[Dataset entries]
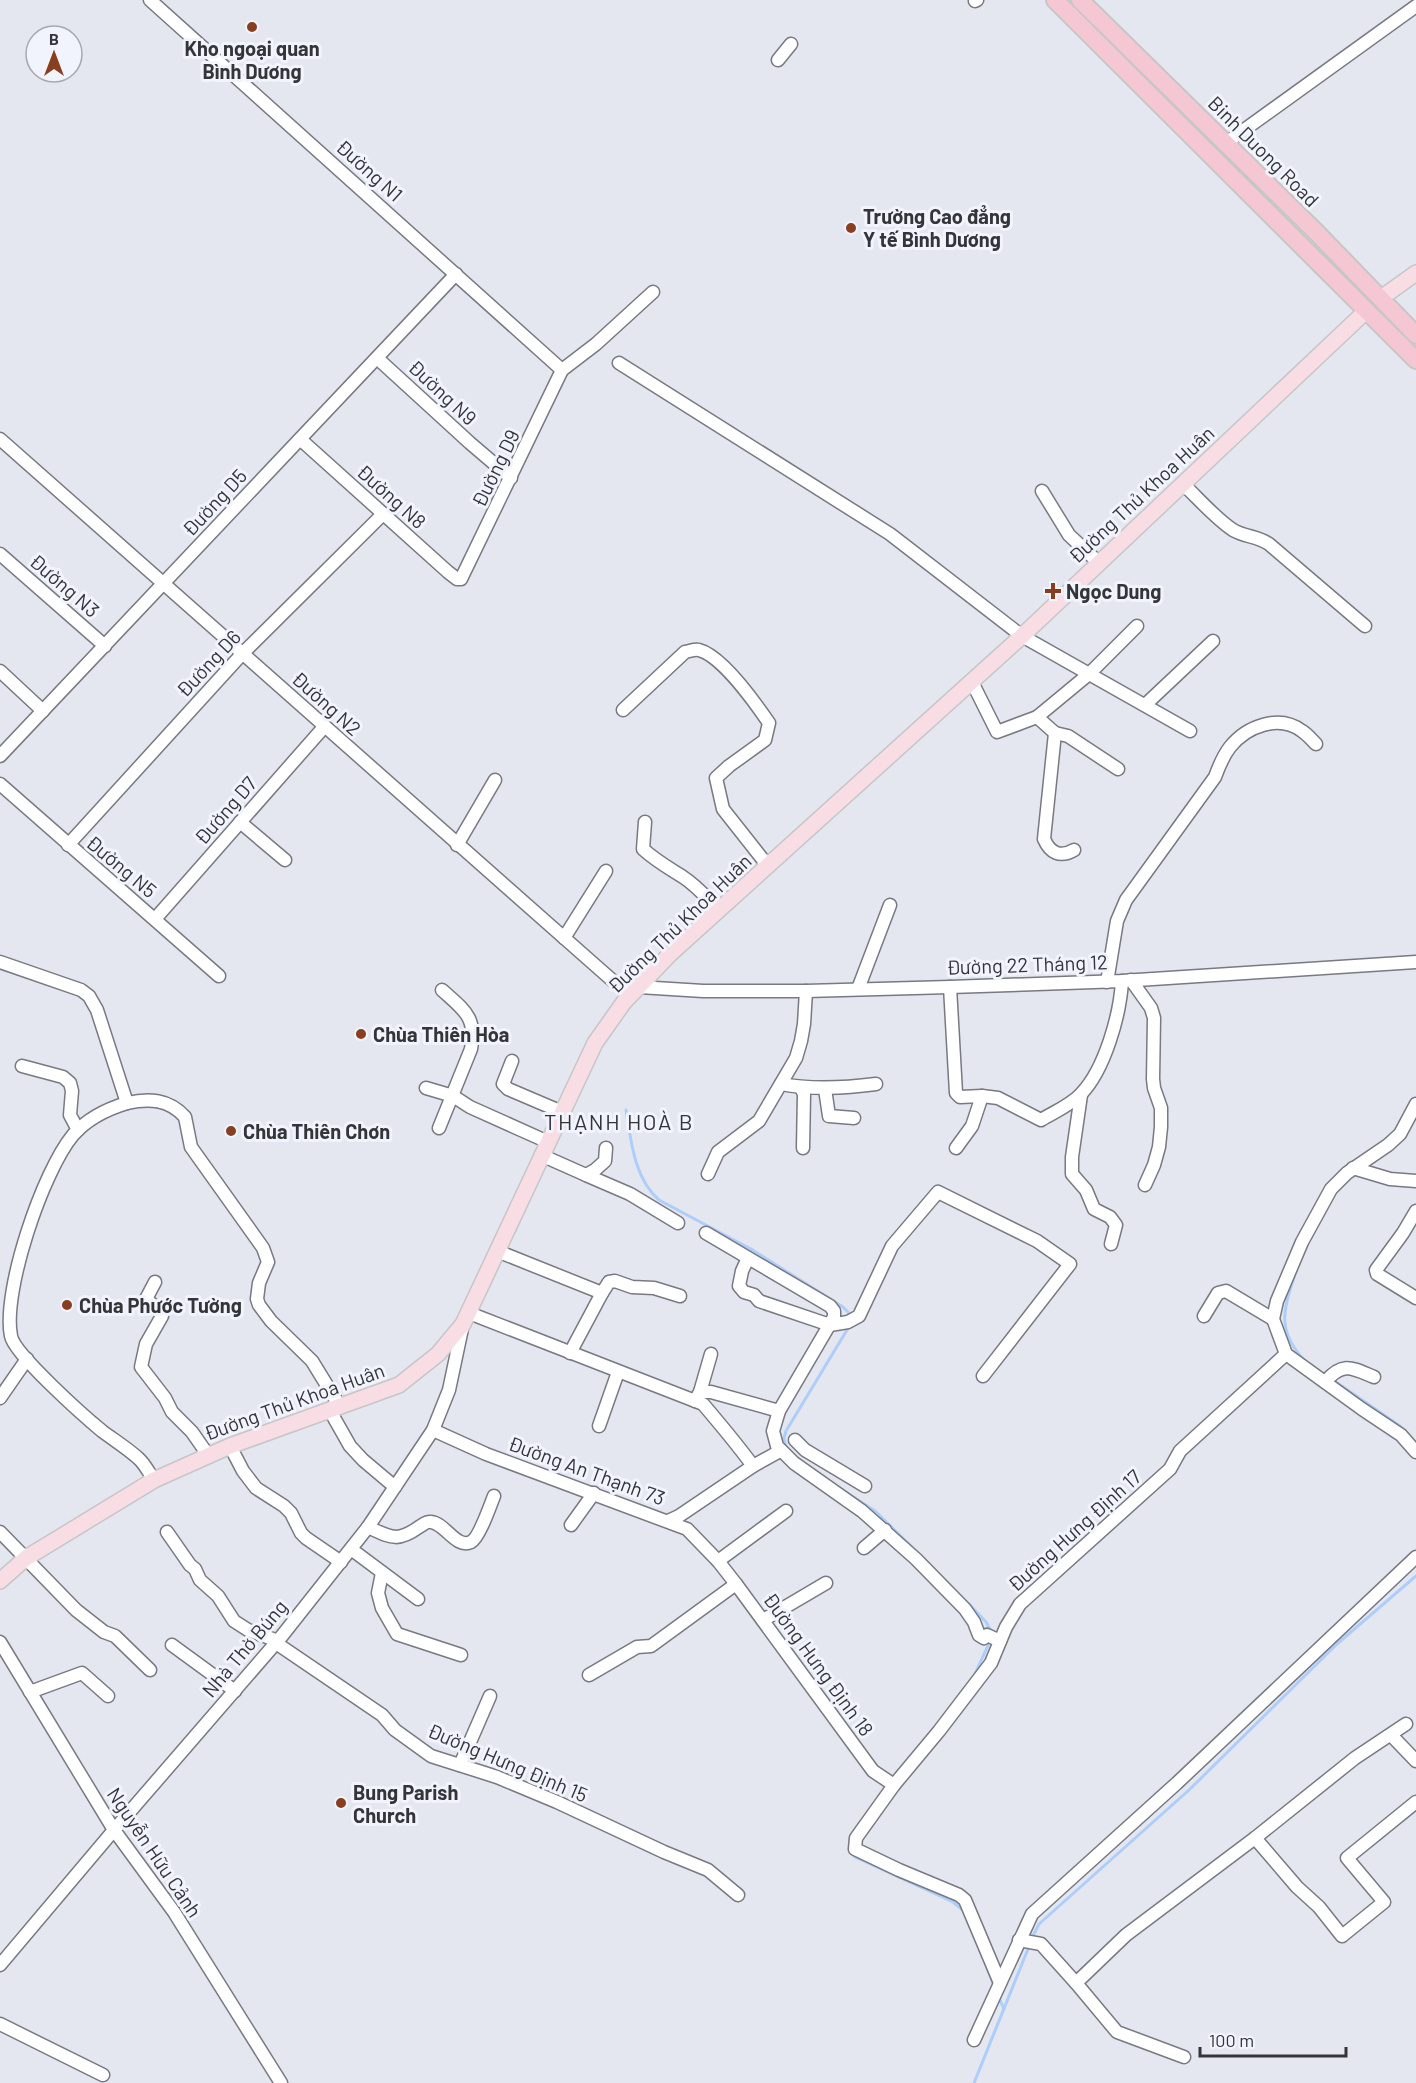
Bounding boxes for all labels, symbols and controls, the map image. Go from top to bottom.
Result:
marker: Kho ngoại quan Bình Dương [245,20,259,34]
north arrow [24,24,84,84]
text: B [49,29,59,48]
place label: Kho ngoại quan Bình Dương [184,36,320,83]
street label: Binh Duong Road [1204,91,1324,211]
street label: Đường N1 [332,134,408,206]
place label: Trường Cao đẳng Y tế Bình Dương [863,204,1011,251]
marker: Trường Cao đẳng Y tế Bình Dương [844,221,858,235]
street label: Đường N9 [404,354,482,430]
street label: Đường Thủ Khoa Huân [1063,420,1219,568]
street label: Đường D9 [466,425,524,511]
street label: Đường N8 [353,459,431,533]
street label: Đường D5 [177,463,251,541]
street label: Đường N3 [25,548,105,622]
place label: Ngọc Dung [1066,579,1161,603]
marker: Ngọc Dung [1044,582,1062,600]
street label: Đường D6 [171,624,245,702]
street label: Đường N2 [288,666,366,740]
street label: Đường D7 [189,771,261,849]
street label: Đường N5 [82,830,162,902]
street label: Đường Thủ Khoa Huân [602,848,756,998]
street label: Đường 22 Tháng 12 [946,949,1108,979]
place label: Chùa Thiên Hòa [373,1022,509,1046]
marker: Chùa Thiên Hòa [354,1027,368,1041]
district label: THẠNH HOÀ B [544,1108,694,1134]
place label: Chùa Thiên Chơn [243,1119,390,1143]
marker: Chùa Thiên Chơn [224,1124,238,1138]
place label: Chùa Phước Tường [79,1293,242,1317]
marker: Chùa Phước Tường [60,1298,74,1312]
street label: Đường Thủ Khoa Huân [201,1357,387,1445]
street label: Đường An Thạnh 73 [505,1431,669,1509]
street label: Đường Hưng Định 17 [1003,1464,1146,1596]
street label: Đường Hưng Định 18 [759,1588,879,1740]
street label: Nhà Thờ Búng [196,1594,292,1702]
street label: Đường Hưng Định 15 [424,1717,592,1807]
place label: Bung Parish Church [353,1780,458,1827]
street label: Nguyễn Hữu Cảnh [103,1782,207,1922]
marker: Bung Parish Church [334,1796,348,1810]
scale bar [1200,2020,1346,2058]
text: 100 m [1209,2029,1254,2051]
* * *
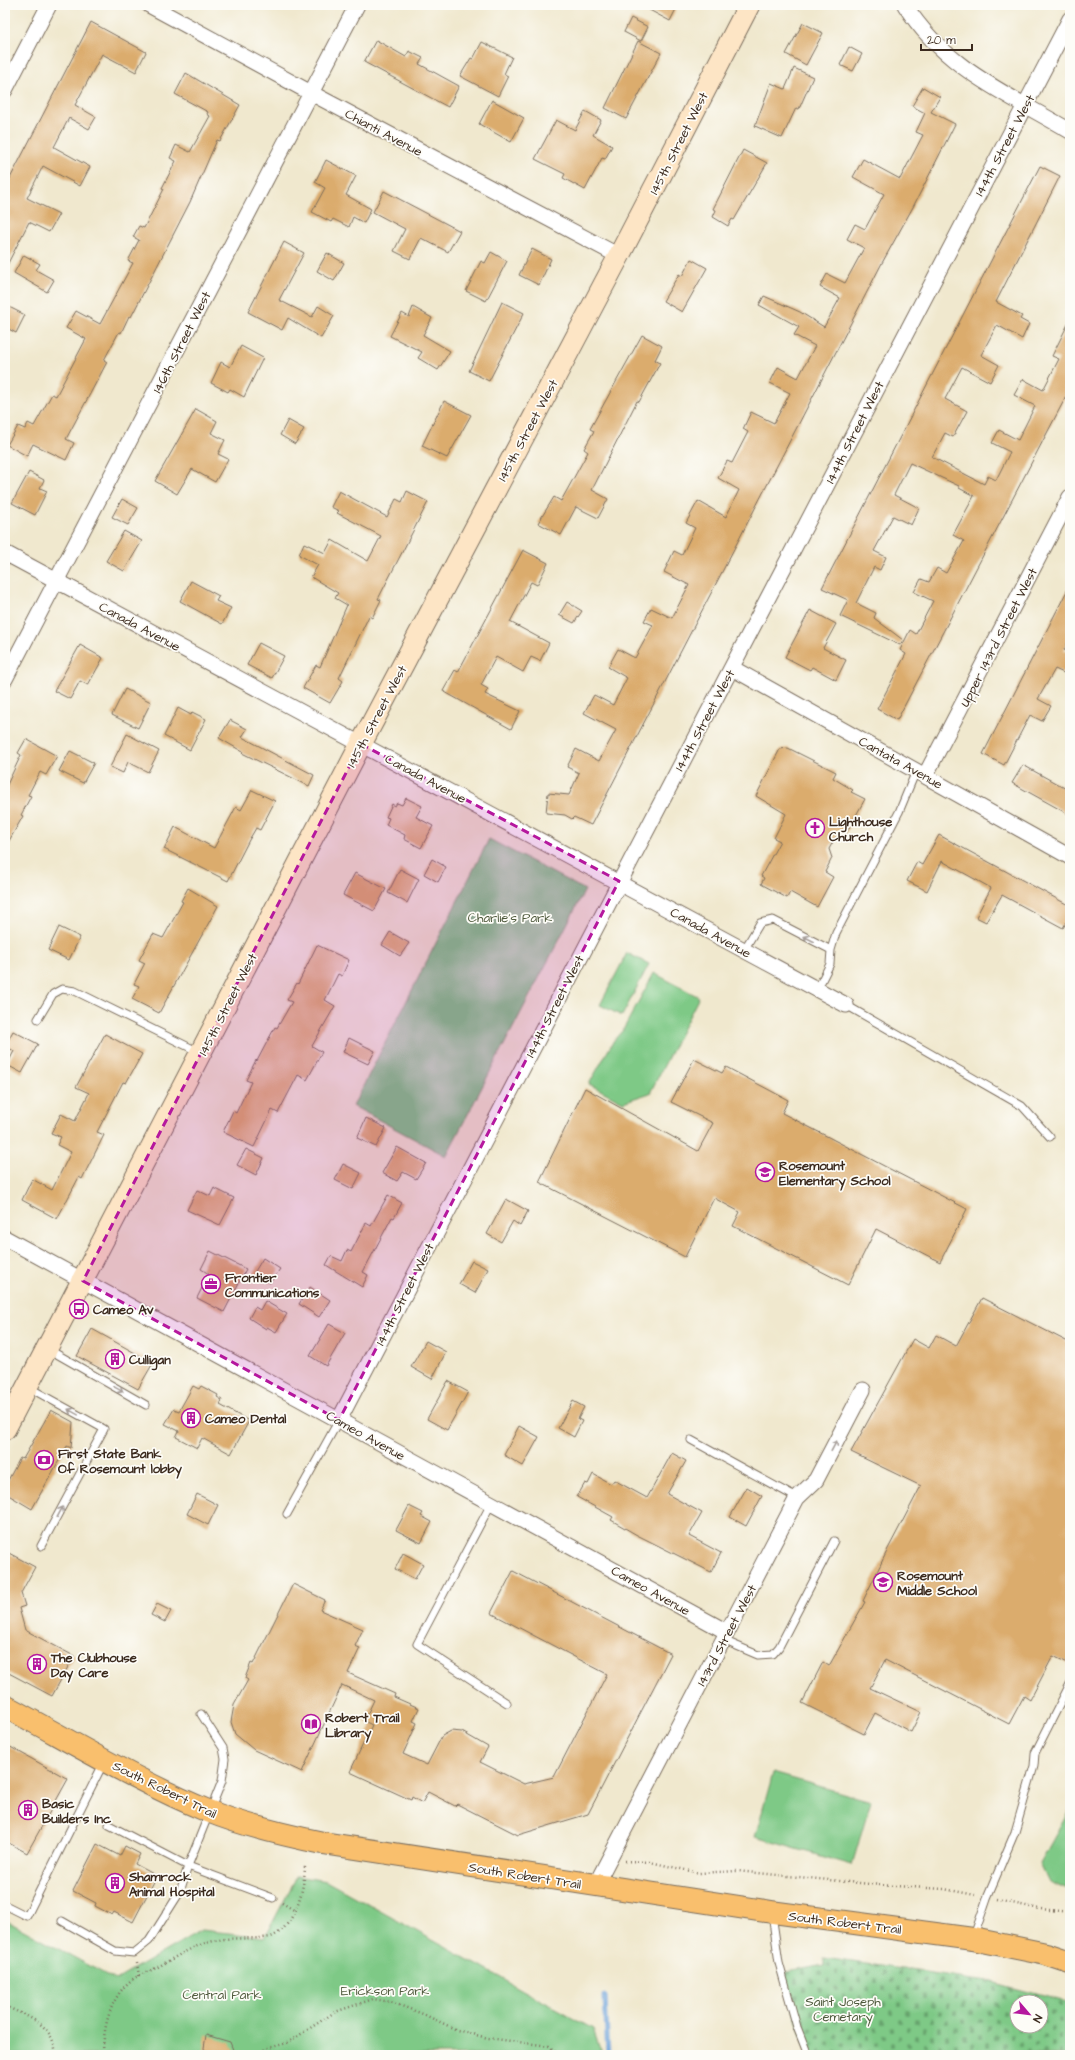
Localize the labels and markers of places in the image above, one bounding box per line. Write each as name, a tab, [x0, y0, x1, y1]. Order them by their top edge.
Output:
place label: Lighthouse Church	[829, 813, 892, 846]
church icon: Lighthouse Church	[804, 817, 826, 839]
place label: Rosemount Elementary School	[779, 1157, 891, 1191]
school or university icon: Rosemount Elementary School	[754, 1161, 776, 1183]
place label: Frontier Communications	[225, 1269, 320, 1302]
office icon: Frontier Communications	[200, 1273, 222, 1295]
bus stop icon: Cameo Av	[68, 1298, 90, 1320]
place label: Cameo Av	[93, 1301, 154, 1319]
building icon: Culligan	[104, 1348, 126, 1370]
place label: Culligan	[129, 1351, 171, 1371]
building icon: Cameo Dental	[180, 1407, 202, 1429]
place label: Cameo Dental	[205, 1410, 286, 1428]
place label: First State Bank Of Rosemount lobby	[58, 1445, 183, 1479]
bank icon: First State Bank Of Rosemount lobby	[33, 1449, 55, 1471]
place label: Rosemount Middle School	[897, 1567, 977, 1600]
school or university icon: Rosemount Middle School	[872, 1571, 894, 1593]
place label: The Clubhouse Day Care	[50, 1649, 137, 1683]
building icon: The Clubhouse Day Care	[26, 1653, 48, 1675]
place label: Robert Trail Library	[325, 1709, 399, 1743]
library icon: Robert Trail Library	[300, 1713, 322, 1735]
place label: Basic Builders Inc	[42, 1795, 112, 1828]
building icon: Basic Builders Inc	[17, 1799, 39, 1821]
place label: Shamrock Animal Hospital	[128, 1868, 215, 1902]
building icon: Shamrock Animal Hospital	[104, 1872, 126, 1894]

### DESCRIPTION OF THE TASK:
Please go through the data and copy each line containing the word "Trường".

### WRITTEN ANSWER:
place label: Trường Cao đẳng Y tế Bình Dương [863,204,1011,251]
marker: Trường Cao đẳng Y tế Bình Dương [844,221,858,235]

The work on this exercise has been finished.